Step 8. Insights and Conclusions
Discuss intriguing insights derived from the sentiment analysis, supporting your observations with at least two plots.
# Plot 1: Distribution of sentiment scores
# We can see if the majority of the posts are positive or negative.
ggplot(threads_clean, aes(x = sentiment_scores)) +
geom_histogram(binwidth = 0.1, fill = 'steelblue', color = 'black') +
xlab('Sentiment Score') +
ylab('Count') +
ggtitle('Distribution of Sentiment Scores')
# Plot 2: Average sentiment over time (by month)
# Shows how the average sentiment has changed over time since the game's announcement
# Convert date to month-year format
threads_clean$date <- as.POSIXct(threads_clean$date_utc)
threads_clean <- threads_clean %>%
mutate(month = floor_date(date, 'month'))
sentiment_by_month <- threads_clean %>%
group_by(month) %>%
summarise(avg_sentiment = mean(sentiment_scores, na.rm = TRUE))
ggplot(sentiment_by_month, aes(x = month, y = avg_sentiment)) +
geom_line(color = 'steelblue') +
xlab('Month') +
ylab('Average Sentiment') +
ggtitle('Average Sentiment Over Time')
# Plot 3: Sentiment by Day of Week
threads_clean <- threads_clean %>%
mutate(day_of_week = wday(date, label = TRUE))
sentiment_by_day <- threads_clean %>%
group_by(day_of_week) %>%
summarise(avg_sentiment = mean(sentiment_scores, na.rm = TRUE))
ggplot(sentiment_by_day, aes(x = day_of_week, y = avg_sentiment)) +
geom_bar(stat = 'identity', fill = 'steelblue') +
xlab('Day of Week') +
ylab('Average Sentiment') +
ggtitle('Average Sentiment by Day of Week')

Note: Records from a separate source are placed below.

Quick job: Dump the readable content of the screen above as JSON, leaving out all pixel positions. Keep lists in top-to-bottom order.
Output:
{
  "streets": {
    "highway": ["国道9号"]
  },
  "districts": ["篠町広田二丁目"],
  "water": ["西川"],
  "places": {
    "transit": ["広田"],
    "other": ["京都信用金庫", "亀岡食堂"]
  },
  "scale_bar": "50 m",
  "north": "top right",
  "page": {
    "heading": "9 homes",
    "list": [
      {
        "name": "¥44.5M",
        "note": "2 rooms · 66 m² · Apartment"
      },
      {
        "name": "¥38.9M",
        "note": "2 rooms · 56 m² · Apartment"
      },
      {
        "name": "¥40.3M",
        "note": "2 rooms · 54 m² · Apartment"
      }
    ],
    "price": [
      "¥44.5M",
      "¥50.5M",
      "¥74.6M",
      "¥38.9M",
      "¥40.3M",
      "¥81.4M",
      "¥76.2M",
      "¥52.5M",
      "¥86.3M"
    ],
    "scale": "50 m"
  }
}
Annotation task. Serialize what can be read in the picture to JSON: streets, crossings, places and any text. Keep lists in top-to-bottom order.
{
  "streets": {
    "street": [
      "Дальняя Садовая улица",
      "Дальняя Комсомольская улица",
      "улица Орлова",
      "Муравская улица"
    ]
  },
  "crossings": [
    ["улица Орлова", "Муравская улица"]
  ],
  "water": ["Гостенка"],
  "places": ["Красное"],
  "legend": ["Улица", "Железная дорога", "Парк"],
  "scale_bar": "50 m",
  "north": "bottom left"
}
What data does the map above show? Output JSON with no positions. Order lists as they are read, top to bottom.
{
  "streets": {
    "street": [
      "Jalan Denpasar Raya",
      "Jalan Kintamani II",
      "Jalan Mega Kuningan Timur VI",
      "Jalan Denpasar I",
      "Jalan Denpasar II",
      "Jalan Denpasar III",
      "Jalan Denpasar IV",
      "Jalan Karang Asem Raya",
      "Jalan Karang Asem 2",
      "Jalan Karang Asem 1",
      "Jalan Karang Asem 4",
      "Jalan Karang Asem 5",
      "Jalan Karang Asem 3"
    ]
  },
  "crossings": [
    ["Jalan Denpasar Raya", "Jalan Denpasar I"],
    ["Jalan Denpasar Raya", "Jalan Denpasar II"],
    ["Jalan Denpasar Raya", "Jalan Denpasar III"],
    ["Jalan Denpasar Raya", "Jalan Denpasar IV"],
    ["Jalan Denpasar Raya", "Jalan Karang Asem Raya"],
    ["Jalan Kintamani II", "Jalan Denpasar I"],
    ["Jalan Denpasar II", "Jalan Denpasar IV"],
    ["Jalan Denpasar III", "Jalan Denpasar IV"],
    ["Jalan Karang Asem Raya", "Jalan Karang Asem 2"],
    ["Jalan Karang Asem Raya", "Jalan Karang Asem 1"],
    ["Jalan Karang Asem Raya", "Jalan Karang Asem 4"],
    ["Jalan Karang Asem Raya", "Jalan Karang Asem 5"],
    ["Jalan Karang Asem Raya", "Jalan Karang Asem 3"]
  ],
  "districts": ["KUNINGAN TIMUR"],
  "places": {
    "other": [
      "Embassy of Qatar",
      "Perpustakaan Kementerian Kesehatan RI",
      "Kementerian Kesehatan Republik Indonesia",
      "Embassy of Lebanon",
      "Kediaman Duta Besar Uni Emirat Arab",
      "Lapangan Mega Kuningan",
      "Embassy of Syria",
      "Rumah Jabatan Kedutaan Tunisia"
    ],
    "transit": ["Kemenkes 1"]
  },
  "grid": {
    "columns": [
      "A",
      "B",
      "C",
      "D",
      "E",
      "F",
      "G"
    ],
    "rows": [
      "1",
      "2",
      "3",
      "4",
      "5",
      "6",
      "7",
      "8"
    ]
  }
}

From the sentiment analysis, we can derive several intriguing
insights:
Overall Neutral to (Slightly) Positive Sentiment: The first plot shows that most sentiment scores cluster around neutral (0), with a slight skew toward the positive side. This indicates that discussions about the game tend to be balanced, with a mix of excitement and criticism but generally leaning toward positive sentiment. The spread of negative scores suggests there are criticisms or frustrations, but these are fewer in number compared to neutral and positive sentiments. The majority of the community appears to maintain a hopeful or neutral stance, which is common in discussions of long-awaited games like Silksong. However, outliers in negative sentiment indicate the existence of specific pain points, such as the extremely long wait for the news/updates/releasing or unmet expectations.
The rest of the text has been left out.